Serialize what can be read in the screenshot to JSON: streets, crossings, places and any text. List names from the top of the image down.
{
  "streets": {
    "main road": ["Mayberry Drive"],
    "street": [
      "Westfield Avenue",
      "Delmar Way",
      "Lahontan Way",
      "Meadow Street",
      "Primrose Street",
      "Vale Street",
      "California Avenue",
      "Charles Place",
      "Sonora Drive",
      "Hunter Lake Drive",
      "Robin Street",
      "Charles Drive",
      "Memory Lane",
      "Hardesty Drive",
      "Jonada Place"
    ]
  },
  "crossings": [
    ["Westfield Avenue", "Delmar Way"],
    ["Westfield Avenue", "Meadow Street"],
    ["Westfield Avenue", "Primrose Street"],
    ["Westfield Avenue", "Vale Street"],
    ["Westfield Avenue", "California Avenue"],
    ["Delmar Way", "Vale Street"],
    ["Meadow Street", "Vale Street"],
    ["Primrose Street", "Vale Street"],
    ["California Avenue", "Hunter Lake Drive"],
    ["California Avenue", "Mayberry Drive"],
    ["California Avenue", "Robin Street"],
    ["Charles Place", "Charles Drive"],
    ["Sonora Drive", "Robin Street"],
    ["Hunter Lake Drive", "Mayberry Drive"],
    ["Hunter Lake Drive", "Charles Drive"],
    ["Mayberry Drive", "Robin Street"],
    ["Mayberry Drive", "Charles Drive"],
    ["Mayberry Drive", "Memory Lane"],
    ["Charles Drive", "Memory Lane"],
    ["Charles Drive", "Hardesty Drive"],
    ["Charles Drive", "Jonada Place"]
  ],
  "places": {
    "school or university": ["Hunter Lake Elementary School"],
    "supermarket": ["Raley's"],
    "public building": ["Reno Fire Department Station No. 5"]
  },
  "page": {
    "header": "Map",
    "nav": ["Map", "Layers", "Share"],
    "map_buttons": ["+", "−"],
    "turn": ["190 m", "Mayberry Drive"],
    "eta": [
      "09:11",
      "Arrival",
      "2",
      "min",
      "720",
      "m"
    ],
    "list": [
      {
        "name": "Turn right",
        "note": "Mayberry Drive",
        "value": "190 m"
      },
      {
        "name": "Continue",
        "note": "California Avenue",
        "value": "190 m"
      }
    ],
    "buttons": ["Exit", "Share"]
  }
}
******
Assigned task — The data should be transcribed exactly, line for line.

Task answer —
Serialize what can be read in the screenshot to JSON: streets, crossings, places and any text. List names from the top of the image down.
{
  "streets": {
    "main road": ["Mayberry Drive"],
    "street": [
      "Westfield Avenue",
      "Delmar Way",
      "Lahontan Way",
      "Meadow Street",
      "Primrose Street",
      "Vale Street",
      "California Avenue",
      "Charles Place",
      "Sonora Drive",
      "Hunter Lake Drive",
      "Robin Street",
      "Charles Drive",
      "Memory Lane",
      "Hardesty Drive",
      "Jonada Place"
    ]
  },
  "crossings": [
    ["Westfield Avenue", "Delmar Way"],
    ["Westfield Avenue", "Meadow Street"],
    ["Westfield Avenue", "Primrose Street"],
    ["Westfield Avenue", "Vale Street"],
    ["Westfield Avenue", "California Avenue"],
    ["Delmar Way", "Vale Street"],
    ["Meadow Street", "Vale Street"],
    ["Primrose Street", "Vale Street"],
    ["California Avenue", "Hunter Lake Drive"],
    ["California Avenue", "Mayberry Drive"],
    ["California Avenue", "Robin Street"],
    ["Charles Place", "Charles Drive"],
    ["Sonora Drive", "Robin Street"],
    ["Hunter Lake Drive", "Mayberry Drive"],
    ["Hunter Lake Drive", "Charles Drive"],
    ["Mayberry Drive", "Robin Street"],
    ["Mayberry Drive", "Charles Drive"],
    ["Mayberry Drive", "Memory Lane"],
    ["Charles Drive", "Memory Lane"],
    ["Charles Drive", "Hardesty Drive"],
    ["Charles Drive", "Jonada Place"]
  ],
  "places": {
    "school or university": ["Hunter Lake Elementary School"],
    "supermarket": ["Raley's"],
    "public building": ["Reno Fire Department Station No. 5"]
  },
  "page": {
    "header": "Map",
    "nav": ["Map", "Layers", "Share"],
    "map_buttons": ["+", "−"],
    "turn": ["190 m", "Mayberry Drive"],
    "eta": [
      "09:11",
      "Arrival",
      "2",
      "min",
      "720",
      "m"
    ],
    "list": [
      {
        "name": "Turn right",
        "note": "Mayberry Drive",
        "value": "190 m"
      },
      {
        "name": "Continue",
        "note": "California Avenue",
        "value": "190 m"
      }
    ],
    "buttons": ["Exit", "Share"]
  }
}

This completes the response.